(Stored data entries)
■ ■ ■ ■
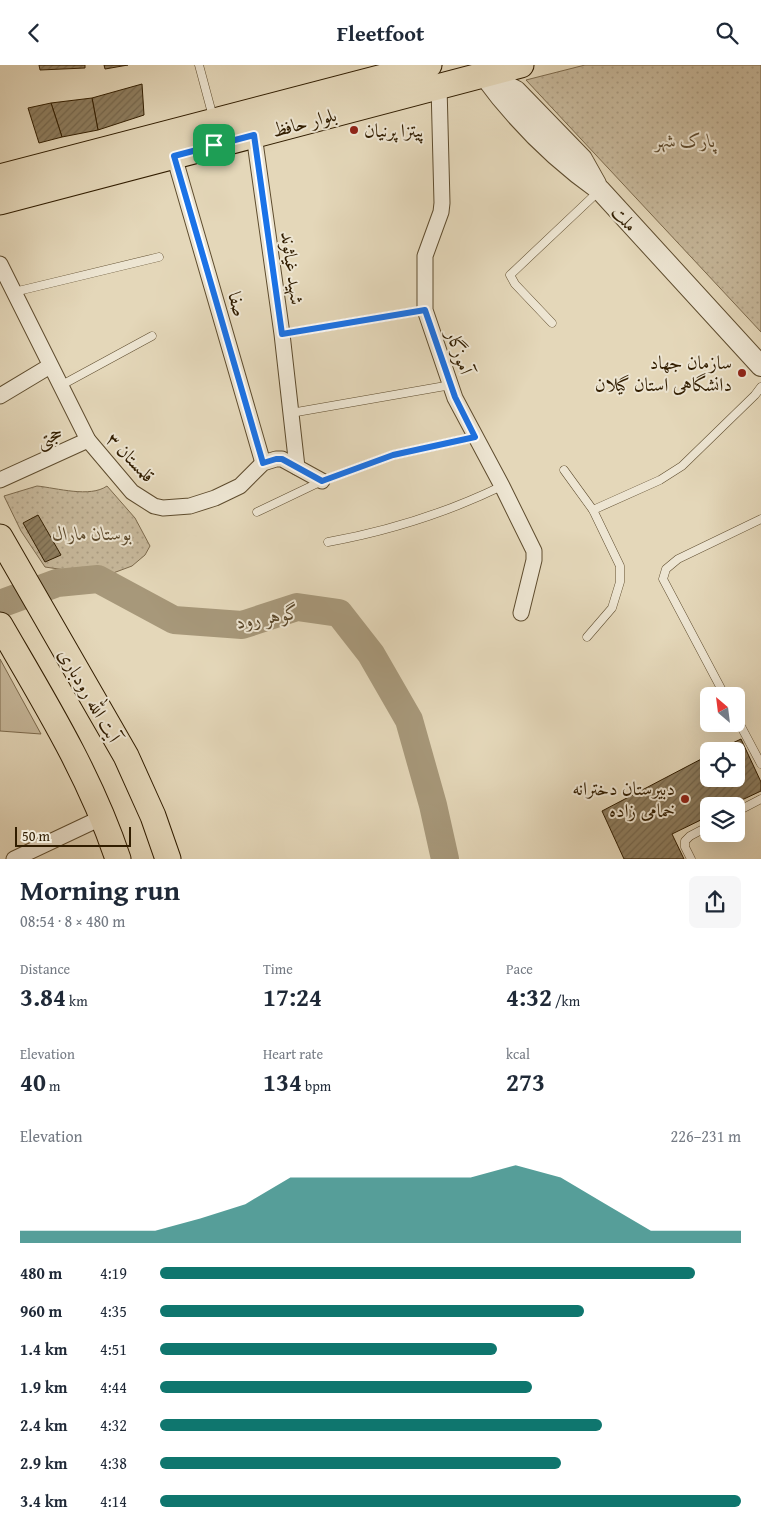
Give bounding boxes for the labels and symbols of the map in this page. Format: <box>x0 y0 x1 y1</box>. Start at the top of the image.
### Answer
street label: بلوار حافظ <box>268 100 340 144</box>
place label: پیتزا پرنیان <box>364 116 424 144</box>
pin <box>193 124 235 166</box>
marker: پیتزا پرنیان <box>348 124 360 136</box>
park label: پارک شهر <box>653 126 717 154</box>
street label: ملت <box>605 198 645 238</box>
street label: شهید غیاثوند <box>274 230 312 306</box>
street label: صفا <box>221 288 255 320</box>
street label: آموزگار <box>439 324 481 380</box>
place label: سازمان جهاد دانشگاهی استان گیلان <box>595 348 732 398</box>
marker: سازمان جهاد دانشگاهی استان گیلان <box>736 367 748 379</box>
street label: حجتی <box>31 418 67 454</box>
street label: قلمستان ۳ <box>100 426 162 488</box>
park label: بوستان مارال <box>52 519 132 547</box>
water label: گوهر رود <box>233 596 303 636</box>
street label: آیت الله رودباری <box>52 643 129 749</box>
north arrow <box>700 687 745 733</box>
place label: دبیرستان دخترانه خمامی زاده <box>572 774 675 824</box>
marker: دبیرستان دخترانه خمامی زاده <box>679 793 691 805</box>
scale bar <box>15 823 131 847</box>

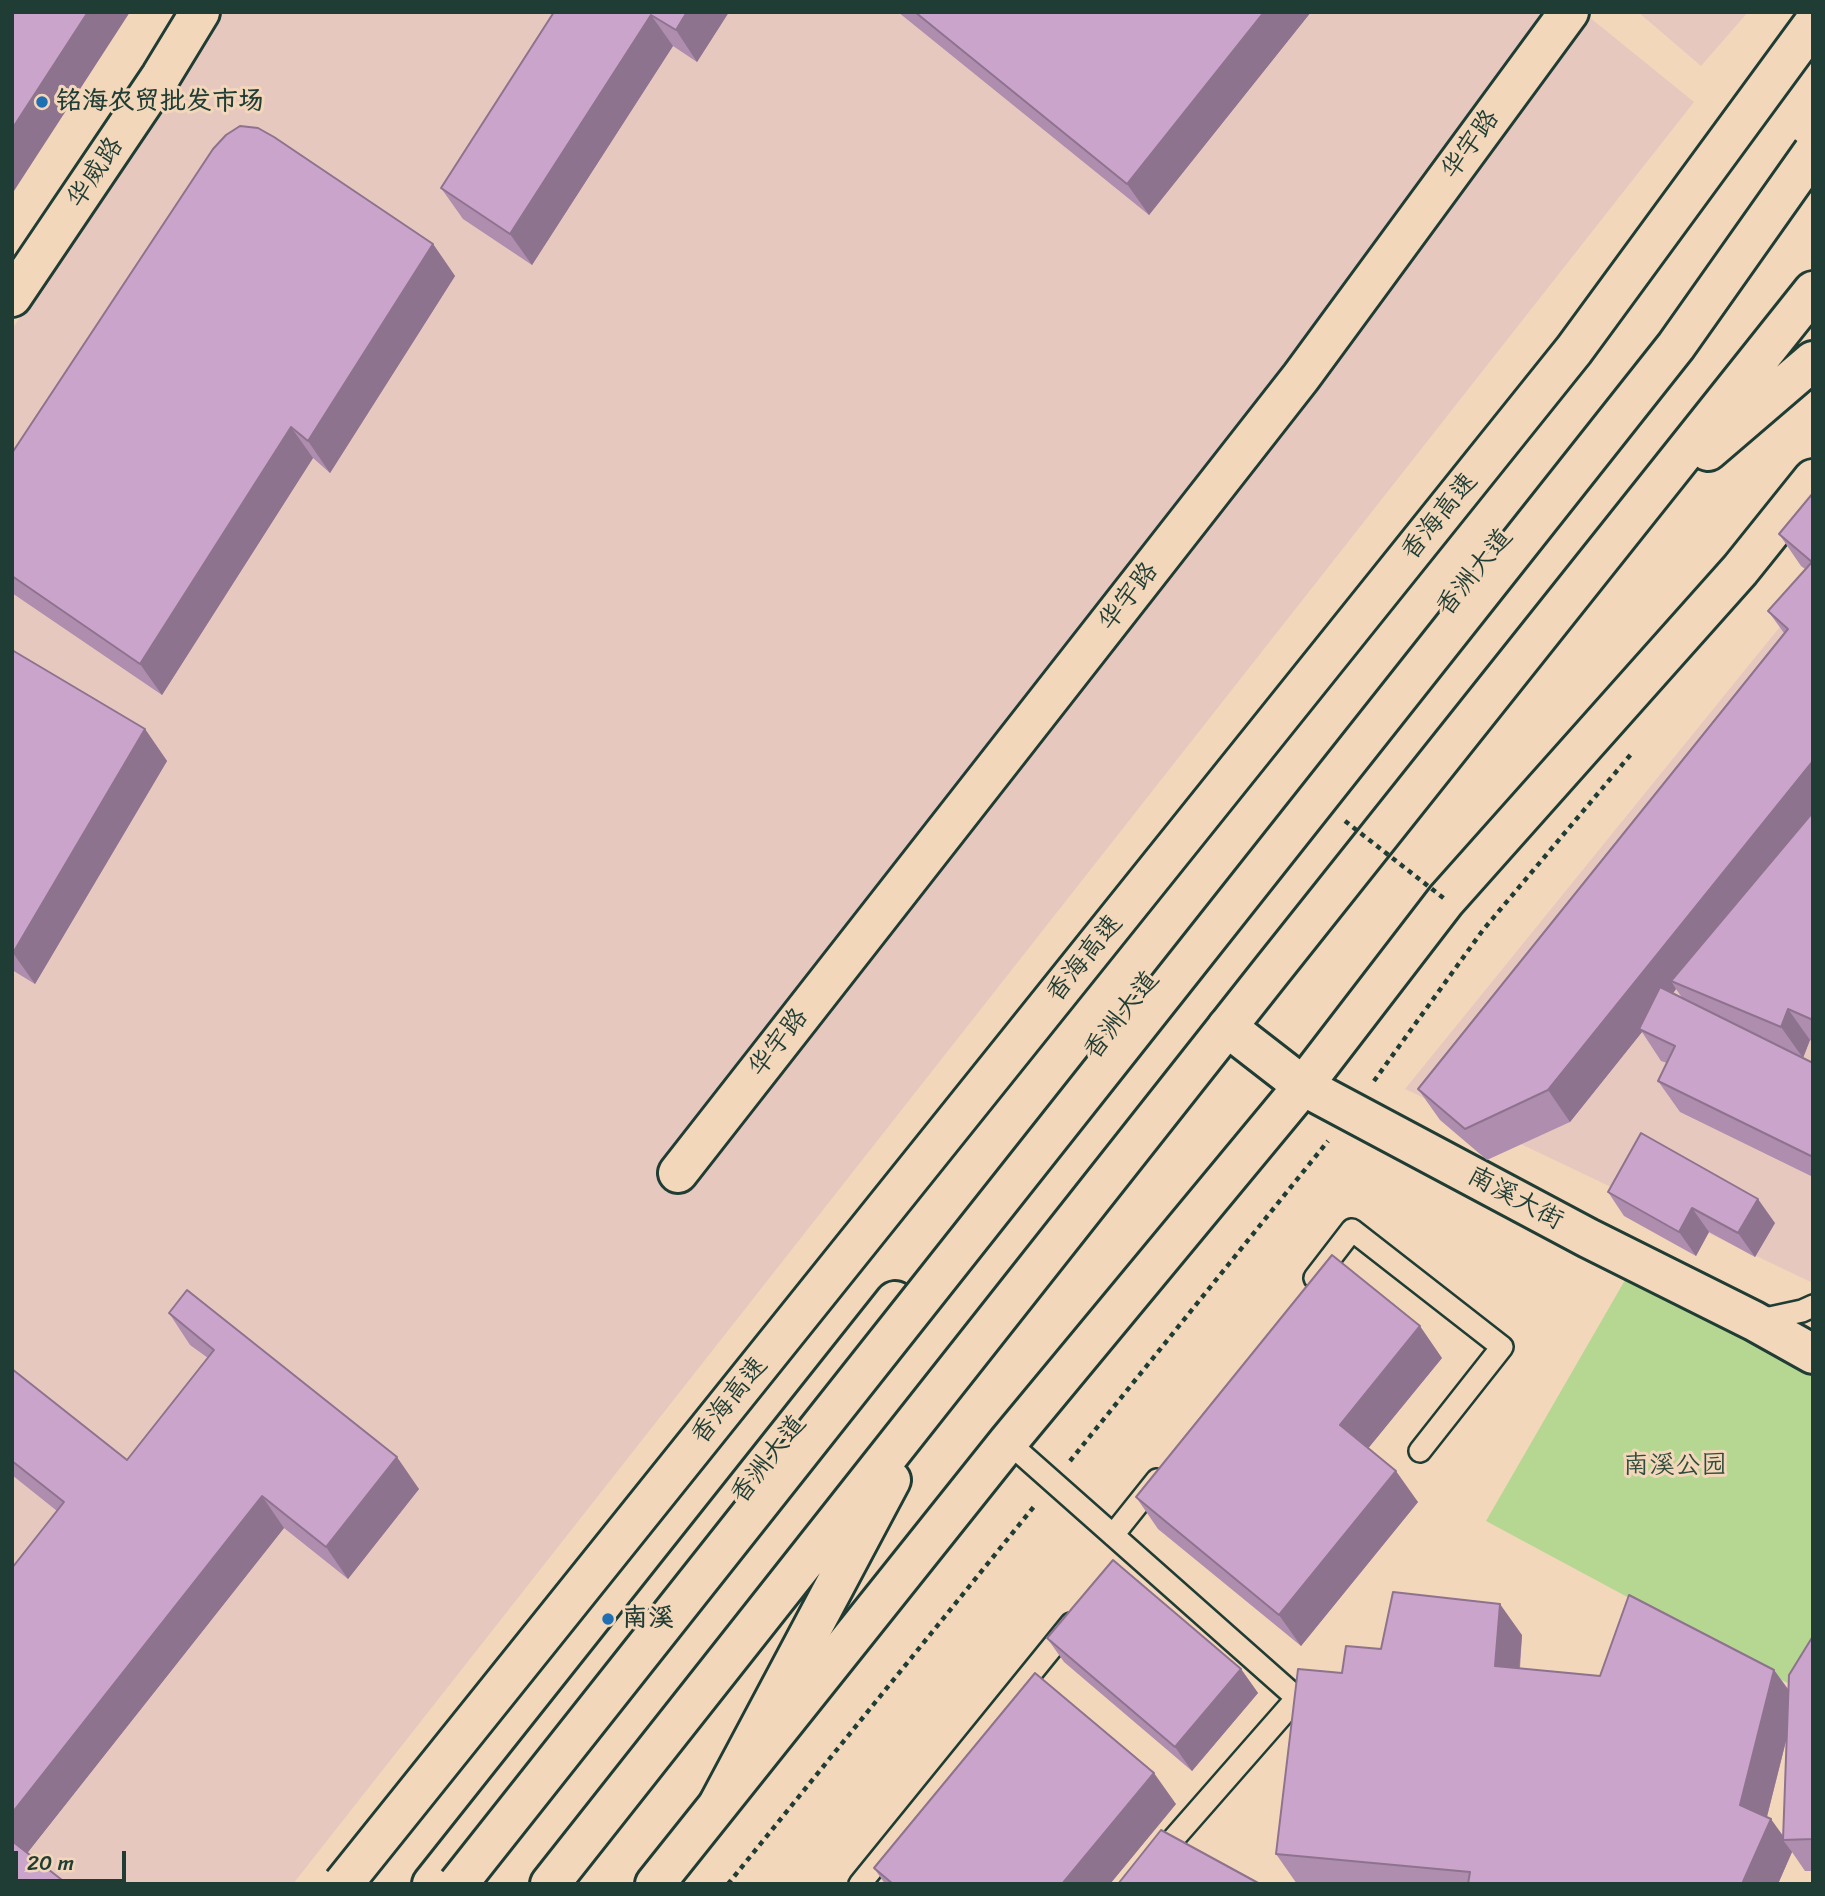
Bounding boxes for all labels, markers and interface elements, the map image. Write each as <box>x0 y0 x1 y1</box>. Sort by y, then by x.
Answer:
■ ■ ■ ■
» YOUR TASK
In the records above, how many lines contain the string "labels"? State that number only.

» RESPONSE TO THE EXERCISE
2